Exploratory Testing

Exploratory Testing

Exploratory testing is an approach to software testing that is concisely described as simultaneous learning, test design and test execution. Exploratory testing seeks to find out how the software actually works, and to ask questions about how it will handle difficult and easy cases. The quality of the testing is dependent on the tester's skill of inventing test cases and finding defects. The more the tester knows about the product and different test methods, the better the testing will be. When performing exploratory testing, expectations are open. Some results may be predicted and expected; others may not. The tester configures, operates, observes, and evaluates the product and its behaviour, critically investigating the result, and reporting information that seems likely to be a bug (which threatens the value of the product to some person) or an issue (which threatens the quality of the testing effort). Exploratory testers often use tools, including screen capture or video tools as a record of the exploratory session, or tools to quickly help generate situations of interest.
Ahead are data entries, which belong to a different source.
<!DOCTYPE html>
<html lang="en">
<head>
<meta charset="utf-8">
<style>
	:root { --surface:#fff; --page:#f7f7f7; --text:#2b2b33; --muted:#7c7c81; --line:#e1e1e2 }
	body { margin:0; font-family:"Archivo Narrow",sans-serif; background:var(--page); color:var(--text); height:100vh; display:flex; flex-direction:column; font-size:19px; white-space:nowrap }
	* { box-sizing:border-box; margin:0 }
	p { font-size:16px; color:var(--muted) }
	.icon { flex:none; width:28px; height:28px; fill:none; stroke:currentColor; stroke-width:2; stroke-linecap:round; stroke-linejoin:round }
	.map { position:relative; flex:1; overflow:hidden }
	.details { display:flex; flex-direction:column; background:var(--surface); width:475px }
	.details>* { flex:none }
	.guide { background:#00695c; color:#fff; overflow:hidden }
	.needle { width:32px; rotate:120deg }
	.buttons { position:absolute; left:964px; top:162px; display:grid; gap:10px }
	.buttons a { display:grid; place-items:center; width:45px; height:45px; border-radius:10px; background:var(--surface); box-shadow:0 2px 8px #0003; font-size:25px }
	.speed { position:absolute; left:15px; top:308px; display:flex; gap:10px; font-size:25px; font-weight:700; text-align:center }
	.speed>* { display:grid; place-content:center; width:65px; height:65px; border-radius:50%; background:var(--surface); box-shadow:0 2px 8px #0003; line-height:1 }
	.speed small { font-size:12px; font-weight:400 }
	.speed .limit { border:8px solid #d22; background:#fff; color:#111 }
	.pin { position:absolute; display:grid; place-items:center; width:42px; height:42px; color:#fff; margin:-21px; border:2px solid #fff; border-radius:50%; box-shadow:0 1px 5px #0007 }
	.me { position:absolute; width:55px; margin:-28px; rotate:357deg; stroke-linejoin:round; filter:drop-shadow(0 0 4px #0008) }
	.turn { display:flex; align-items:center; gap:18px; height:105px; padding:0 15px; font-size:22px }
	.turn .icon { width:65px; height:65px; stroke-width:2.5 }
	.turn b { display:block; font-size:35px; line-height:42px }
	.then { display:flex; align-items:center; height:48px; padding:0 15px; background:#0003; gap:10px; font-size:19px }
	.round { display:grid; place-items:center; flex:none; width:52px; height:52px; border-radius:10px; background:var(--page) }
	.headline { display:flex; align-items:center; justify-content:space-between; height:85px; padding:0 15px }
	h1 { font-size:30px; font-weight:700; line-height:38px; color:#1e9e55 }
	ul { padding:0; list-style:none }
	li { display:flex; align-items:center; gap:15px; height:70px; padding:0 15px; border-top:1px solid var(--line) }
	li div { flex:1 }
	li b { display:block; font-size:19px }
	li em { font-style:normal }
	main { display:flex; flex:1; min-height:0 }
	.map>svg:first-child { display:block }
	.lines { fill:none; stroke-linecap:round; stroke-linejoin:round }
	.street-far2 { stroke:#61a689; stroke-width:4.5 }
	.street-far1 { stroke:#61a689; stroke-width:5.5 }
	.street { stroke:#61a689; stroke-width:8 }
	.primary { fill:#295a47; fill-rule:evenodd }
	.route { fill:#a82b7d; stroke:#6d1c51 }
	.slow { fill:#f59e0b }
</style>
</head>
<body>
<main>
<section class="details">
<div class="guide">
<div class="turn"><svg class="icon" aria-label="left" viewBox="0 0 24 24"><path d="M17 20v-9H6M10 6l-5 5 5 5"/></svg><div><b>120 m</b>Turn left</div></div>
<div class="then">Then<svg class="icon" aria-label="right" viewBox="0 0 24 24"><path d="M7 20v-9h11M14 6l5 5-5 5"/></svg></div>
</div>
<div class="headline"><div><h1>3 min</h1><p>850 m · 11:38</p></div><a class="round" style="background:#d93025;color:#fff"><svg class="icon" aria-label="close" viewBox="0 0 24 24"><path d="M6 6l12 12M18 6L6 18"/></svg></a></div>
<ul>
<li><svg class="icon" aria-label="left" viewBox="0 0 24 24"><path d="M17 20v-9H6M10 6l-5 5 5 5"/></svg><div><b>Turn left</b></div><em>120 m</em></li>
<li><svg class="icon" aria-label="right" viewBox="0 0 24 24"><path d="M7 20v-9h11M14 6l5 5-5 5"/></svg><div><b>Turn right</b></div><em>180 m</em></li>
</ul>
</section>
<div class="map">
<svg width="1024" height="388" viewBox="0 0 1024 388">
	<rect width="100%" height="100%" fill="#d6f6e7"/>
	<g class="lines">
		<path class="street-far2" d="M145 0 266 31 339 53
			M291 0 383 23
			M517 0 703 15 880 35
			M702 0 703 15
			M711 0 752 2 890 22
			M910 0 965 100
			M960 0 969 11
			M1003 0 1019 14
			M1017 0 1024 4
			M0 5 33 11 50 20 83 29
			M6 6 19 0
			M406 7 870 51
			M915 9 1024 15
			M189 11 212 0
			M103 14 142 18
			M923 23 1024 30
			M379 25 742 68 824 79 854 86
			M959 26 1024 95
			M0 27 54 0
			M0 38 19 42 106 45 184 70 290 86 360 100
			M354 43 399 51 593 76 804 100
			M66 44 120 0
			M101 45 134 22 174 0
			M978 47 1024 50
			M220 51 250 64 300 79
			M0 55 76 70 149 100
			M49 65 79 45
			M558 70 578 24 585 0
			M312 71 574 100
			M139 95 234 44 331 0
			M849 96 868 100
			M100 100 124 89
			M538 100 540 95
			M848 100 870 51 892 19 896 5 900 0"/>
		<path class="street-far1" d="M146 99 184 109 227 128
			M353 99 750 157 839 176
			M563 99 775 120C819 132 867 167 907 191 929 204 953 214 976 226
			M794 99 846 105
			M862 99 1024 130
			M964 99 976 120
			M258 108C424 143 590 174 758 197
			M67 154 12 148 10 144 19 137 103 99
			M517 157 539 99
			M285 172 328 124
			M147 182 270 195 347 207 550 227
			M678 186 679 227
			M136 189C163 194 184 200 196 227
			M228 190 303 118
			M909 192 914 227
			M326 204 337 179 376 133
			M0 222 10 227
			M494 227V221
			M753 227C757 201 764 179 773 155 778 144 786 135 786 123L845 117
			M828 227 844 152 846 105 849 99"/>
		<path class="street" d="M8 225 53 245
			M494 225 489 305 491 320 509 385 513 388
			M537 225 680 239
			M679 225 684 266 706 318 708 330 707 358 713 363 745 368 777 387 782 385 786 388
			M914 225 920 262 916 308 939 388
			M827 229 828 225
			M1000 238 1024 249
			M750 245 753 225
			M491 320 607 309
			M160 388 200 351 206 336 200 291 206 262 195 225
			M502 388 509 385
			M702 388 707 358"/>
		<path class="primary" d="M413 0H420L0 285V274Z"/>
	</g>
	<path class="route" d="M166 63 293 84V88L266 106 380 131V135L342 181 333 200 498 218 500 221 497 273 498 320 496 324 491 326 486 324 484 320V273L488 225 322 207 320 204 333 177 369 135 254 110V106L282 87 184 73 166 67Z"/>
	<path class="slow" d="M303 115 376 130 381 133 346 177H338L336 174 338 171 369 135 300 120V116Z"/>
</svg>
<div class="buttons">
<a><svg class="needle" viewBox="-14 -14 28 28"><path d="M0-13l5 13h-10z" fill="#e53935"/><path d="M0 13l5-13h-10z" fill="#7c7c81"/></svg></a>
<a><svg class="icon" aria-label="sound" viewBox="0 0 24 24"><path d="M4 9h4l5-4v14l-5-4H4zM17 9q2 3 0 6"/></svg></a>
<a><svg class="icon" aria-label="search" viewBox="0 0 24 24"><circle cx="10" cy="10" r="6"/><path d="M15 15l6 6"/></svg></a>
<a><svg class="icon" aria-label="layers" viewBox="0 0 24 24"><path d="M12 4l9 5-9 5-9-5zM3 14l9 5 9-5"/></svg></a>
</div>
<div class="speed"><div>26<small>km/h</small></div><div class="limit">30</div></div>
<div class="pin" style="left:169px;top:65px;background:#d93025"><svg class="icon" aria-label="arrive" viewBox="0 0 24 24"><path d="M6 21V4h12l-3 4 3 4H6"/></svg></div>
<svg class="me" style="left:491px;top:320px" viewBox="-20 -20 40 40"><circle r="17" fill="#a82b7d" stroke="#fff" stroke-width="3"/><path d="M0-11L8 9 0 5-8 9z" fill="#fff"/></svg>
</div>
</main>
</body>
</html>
Different Phases in Exploratory Testing


One of the most important functions that a tester needs is an understanding of the app or website that they are testing. This understanding provides context and includes information such as competitive benchmark data, industry knowledge and company details. An understanding like this ensures that the tester is able to take in all manner of inputs relating to the app or website when he or she is performing the actual test. Contextual knowledge allows testers to provide details surrounding results that they may find and whether or not they are applicable.


A major difference between exploratory and scripted testing is in design. Designing differs from scripting in that while the test has specific parameters or rules, it is not done in a preset path or prescribed manner. Exploratory testers are able to conduct the test in a way which they deem fit and do not have a desired or expected outcome. Often times, the exploratory testing technique leads to developing more rigorous, scripted test scenarios over time.


Finally, the tester is given the freedom to complete the test as he or she feels free to do so. As soon as the test is written or requested (note: not a test case), the test can be conducted. This freedom means that nobody is waiting for scripted requirements and creative work can begin. A tester then is observing and learning about the application or website. They are probing and exploring how functions work, how they interact with one another and how those pieces work together so that further exploration can take place. Results are then compiled and reported back through the appropriate methods.